During the Civil War, Republican President Abraham Lincoln passed an emergency “Revenue” income tax to help fund the Union. It was repealed in 1873.
The first non-emergency “peacetime” income tax was attempted in 1894, but the Supreme Court declared it unconstitutional in Pollock v Farmers’ Loan.
Justice Stephen J. Field concurred: “The income tax law under consideration … is class legislation. Whenever a distinction is made in the burdens a law imposes or in the benefits it confers on any citizens by reason of their birth, or wealth, or religion, it is class legislation, and leads inevitably to oppression and abuses. …”
Justice Field continued: “It is the same in essential character as that of the English income statute of 1691, which taxed Protestants at a certain rate, Catholics, as a class, at double the rate of Protestants, and Jews at another and separate rate.”
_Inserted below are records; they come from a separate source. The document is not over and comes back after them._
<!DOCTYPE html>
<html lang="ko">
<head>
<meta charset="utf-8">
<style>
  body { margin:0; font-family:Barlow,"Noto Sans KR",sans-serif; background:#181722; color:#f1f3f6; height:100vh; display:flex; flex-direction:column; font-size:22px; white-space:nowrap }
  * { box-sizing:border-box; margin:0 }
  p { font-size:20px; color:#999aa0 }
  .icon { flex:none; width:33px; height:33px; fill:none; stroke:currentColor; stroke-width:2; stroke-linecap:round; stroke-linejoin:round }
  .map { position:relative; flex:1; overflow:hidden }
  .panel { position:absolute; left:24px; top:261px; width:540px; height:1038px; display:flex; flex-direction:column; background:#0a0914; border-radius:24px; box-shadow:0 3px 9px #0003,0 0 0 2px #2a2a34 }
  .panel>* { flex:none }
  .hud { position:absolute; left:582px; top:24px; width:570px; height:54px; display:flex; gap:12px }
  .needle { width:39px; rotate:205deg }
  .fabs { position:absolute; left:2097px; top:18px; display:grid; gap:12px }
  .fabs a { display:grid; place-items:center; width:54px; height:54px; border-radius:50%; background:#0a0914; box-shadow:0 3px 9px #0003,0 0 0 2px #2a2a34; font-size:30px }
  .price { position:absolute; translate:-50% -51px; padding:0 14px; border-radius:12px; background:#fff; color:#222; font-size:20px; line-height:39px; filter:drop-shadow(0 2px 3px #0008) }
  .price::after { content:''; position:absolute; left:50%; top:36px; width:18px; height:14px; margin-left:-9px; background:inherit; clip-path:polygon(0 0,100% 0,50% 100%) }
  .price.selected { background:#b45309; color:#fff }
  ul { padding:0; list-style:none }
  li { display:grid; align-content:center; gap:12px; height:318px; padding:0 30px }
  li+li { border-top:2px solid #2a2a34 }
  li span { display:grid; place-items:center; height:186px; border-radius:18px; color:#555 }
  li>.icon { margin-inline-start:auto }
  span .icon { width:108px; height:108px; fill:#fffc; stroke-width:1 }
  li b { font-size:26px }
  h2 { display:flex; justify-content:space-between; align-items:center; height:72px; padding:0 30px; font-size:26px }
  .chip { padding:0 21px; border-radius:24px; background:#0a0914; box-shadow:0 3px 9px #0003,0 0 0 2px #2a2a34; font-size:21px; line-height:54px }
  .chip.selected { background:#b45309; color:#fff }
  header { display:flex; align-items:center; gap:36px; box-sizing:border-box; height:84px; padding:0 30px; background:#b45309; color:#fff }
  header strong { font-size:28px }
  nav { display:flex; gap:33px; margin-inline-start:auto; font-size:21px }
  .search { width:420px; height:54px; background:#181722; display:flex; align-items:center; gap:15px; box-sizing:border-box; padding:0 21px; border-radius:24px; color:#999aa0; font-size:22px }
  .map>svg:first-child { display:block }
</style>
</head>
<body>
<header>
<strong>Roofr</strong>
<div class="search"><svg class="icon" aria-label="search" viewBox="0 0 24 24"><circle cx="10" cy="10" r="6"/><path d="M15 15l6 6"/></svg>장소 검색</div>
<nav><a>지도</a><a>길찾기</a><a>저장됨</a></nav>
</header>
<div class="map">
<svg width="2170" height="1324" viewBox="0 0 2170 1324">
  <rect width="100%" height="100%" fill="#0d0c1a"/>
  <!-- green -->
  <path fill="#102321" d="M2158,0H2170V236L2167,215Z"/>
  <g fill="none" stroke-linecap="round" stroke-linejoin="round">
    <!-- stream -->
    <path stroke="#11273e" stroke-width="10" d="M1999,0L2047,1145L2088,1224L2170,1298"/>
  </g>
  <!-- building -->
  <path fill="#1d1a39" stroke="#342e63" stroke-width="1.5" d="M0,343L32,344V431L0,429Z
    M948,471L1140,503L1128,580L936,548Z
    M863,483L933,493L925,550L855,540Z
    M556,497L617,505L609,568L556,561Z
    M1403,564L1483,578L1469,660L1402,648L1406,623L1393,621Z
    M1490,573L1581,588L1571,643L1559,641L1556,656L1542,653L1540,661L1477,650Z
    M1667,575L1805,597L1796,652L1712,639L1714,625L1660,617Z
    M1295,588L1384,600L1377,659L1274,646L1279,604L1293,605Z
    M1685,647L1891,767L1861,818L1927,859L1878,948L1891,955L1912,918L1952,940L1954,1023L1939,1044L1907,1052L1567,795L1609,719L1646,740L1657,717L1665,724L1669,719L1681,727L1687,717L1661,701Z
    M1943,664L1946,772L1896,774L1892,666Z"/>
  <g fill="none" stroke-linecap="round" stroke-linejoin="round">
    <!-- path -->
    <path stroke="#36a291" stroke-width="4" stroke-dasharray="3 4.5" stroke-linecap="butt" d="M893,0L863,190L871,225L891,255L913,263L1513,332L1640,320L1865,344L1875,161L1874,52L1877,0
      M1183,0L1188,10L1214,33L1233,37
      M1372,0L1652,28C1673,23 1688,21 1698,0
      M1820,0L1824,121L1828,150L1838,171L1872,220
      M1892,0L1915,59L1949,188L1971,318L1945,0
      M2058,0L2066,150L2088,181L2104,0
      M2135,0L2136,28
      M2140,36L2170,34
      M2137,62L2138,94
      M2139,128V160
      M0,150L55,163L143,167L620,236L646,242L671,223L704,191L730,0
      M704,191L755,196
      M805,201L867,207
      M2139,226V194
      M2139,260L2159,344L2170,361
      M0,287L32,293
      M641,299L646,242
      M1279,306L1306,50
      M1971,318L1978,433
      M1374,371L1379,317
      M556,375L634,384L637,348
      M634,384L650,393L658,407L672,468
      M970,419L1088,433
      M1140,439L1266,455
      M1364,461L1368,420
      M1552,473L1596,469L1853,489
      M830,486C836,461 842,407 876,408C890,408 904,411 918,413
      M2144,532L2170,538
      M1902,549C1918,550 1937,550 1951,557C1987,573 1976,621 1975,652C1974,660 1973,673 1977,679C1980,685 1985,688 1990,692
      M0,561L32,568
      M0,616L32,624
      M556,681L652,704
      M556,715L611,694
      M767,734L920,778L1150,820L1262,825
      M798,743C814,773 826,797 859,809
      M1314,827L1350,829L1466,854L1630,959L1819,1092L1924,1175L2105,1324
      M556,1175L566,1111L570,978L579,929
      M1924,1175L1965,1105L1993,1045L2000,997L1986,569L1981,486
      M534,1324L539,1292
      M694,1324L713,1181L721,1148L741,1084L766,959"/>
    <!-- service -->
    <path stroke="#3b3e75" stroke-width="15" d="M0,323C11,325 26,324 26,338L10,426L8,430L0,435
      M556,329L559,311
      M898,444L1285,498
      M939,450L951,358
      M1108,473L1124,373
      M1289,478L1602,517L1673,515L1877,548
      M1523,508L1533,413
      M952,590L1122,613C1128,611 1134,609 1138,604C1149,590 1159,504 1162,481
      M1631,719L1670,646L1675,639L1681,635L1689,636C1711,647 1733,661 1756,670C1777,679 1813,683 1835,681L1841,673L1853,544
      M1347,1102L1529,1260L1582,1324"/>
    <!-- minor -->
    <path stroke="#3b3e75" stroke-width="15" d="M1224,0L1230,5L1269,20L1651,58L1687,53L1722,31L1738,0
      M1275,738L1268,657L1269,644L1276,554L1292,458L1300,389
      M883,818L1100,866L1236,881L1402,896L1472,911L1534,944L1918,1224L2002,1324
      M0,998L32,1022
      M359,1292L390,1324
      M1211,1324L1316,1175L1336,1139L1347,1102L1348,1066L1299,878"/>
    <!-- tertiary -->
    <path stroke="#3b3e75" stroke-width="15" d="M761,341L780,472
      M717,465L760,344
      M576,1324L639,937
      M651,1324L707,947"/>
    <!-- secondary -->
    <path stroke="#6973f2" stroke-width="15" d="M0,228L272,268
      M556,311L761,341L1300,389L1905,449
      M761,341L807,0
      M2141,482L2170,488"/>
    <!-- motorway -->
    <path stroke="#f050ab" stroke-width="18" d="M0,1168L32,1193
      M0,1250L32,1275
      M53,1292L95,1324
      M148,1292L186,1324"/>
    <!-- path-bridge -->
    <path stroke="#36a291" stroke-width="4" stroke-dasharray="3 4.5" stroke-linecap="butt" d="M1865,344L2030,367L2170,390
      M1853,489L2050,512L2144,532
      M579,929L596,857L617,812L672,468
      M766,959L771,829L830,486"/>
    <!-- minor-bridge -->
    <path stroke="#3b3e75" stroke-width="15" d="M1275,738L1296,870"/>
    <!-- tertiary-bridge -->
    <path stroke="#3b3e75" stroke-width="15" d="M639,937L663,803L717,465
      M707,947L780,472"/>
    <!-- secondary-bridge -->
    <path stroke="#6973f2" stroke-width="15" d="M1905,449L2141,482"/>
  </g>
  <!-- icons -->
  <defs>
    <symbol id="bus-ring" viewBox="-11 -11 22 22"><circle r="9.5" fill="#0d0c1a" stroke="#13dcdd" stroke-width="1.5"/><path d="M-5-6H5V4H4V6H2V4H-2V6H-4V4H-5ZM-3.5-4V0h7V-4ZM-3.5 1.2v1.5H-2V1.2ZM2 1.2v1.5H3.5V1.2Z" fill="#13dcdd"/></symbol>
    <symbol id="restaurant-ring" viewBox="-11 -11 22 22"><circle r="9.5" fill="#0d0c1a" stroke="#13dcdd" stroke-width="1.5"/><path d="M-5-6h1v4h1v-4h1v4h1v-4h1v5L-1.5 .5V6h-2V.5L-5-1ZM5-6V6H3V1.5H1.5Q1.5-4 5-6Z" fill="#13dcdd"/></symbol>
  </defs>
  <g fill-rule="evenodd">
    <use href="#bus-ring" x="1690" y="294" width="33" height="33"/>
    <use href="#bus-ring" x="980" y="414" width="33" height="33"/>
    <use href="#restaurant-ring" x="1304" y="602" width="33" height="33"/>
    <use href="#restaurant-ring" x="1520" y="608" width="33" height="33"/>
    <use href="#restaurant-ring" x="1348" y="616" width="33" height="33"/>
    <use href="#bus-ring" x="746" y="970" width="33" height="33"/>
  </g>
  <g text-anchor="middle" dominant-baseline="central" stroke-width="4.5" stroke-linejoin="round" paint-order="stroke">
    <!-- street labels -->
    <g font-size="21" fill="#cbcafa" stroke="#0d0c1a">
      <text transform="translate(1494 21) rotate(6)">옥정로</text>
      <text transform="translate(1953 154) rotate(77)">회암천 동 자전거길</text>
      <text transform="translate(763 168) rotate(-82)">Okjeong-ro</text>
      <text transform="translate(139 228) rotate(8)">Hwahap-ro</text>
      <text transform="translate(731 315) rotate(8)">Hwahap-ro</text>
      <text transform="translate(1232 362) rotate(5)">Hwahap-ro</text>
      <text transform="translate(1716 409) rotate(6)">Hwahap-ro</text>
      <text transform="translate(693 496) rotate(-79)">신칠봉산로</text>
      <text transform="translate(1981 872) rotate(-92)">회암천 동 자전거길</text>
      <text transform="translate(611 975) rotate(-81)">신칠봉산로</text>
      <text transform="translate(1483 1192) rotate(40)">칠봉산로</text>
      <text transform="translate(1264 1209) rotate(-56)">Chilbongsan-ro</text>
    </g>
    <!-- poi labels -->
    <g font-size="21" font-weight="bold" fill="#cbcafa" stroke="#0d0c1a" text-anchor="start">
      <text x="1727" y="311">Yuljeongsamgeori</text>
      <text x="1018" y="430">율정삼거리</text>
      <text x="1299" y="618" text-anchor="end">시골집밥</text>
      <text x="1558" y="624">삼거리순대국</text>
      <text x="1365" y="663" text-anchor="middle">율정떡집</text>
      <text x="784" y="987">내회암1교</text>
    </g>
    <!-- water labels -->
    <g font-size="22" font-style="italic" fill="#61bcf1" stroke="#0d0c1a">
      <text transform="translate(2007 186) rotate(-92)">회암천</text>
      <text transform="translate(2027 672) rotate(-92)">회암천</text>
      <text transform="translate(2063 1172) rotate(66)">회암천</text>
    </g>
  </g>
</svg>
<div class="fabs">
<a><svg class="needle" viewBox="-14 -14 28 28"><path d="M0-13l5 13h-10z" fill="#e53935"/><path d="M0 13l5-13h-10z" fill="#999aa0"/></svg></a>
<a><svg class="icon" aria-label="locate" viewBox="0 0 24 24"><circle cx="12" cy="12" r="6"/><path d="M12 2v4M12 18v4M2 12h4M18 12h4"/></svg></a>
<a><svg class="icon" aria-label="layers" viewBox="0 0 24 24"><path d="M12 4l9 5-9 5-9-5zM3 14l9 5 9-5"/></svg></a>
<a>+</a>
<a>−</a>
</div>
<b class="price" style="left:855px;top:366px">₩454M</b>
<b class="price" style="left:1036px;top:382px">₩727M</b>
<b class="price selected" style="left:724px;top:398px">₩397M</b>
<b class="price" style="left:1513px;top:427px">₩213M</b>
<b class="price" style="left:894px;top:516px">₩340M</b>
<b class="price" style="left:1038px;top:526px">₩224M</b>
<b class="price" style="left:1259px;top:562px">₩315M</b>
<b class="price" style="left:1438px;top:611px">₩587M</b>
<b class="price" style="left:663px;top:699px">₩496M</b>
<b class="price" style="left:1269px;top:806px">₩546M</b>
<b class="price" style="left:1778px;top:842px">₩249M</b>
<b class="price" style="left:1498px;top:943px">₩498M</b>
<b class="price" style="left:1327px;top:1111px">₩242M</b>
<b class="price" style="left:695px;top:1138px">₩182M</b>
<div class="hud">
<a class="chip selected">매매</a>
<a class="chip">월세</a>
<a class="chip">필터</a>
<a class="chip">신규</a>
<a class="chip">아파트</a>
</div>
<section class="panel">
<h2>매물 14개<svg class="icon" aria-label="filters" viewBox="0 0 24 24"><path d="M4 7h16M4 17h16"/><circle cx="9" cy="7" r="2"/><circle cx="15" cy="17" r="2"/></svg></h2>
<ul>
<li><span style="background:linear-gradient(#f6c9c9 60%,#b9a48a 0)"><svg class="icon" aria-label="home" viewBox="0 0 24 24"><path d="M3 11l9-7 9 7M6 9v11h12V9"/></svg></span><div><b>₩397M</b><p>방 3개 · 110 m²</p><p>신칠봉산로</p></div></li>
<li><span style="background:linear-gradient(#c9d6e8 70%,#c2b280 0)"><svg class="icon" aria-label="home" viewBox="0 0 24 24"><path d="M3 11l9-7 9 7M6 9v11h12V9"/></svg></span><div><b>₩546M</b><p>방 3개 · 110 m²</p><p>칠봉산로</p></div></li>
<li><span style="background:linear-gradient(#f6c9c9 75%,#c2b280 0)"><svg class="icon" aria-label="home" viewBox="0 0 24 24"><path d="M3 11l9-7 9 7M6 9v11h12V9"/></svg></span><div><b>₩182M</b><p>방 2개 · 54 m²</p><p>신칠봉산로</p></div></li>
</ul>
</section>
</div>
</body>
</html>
Industrialists helped bring about the greatest rise in the standard of living for the average person, with more goods at cheaper prices, than ever before in world history. Industrialists then began to create monopolies, influence political parties and plot to gain control of the banking system.
Republican President Theodore Roosevelt attempted to limit their power with an inheritance tax. Republican President William Taft yielded to mounting public pressure to tax these rich industrialists by placing a two percent tax on corporate profits, as only the wealthiest owned corporate stock.
With World War I threatening, Democrat President Woodrow Wilson naively thought that if tariff taxes between countries were eliminated there would be world peace. Wilson proposed replacing the lost tariff revenue with an income tax on the wealthy. This was passed in 1913 with the 16th Amendment.
Originally, the income tax was a one percent tax on the top one percent richest people. It was a type of “soak-the-rich” tax only intended for industrialists such as Rockefeller, Carnegie, Vanderbilt, Fisk, Flagler, Gould, Harriman, Mellon, J.P. Morgan and Schwab. Industrialists strategically avoided paying the income tax by transferring their assets into tax-exempt charitable and educational foundations, such as the Rockefeller Foundation and Carnegie Foundation.
This tax-exempt category had previously been for churches, which historically were the providers of social welfare through their: hospitals, medical clinics, orphanages, schools, soup kitchens, where they cared for orphans, widows, maimed soldiers, prisoners, unwed mothers, widows, shut-ins, homeless, juvenile delinquents and immigrants.
Churches also provided a significant social service by instilling morals and virtues into the nation’s population. This helped reduce crime, child abuse, broken homes, derelicts, and other social ills, which, since the relinquishing of these responsibility to government, have become an immense financial burden on taxpayers, being, in many cases, the largest items on State budgets.
In 1942, with World War II, Democrat President Franklin Roosevelt increased and expanded the federal income tax with “the greatest tax bill in American history,” even instituting paycheck withholding.
John F. Kennedy stated April 20, 1961: “In meeting the demands of war finance, the individual income tax moved from a selective tax imposed on the wealthy to the means by which the great majority of our citizens participate in paying.”
Beardsley Ruml, chairman of Macy’s Department Store, became director of the New York Federal Reserve Bank where he promoted the idea of withholding taxes from people’s paychecks.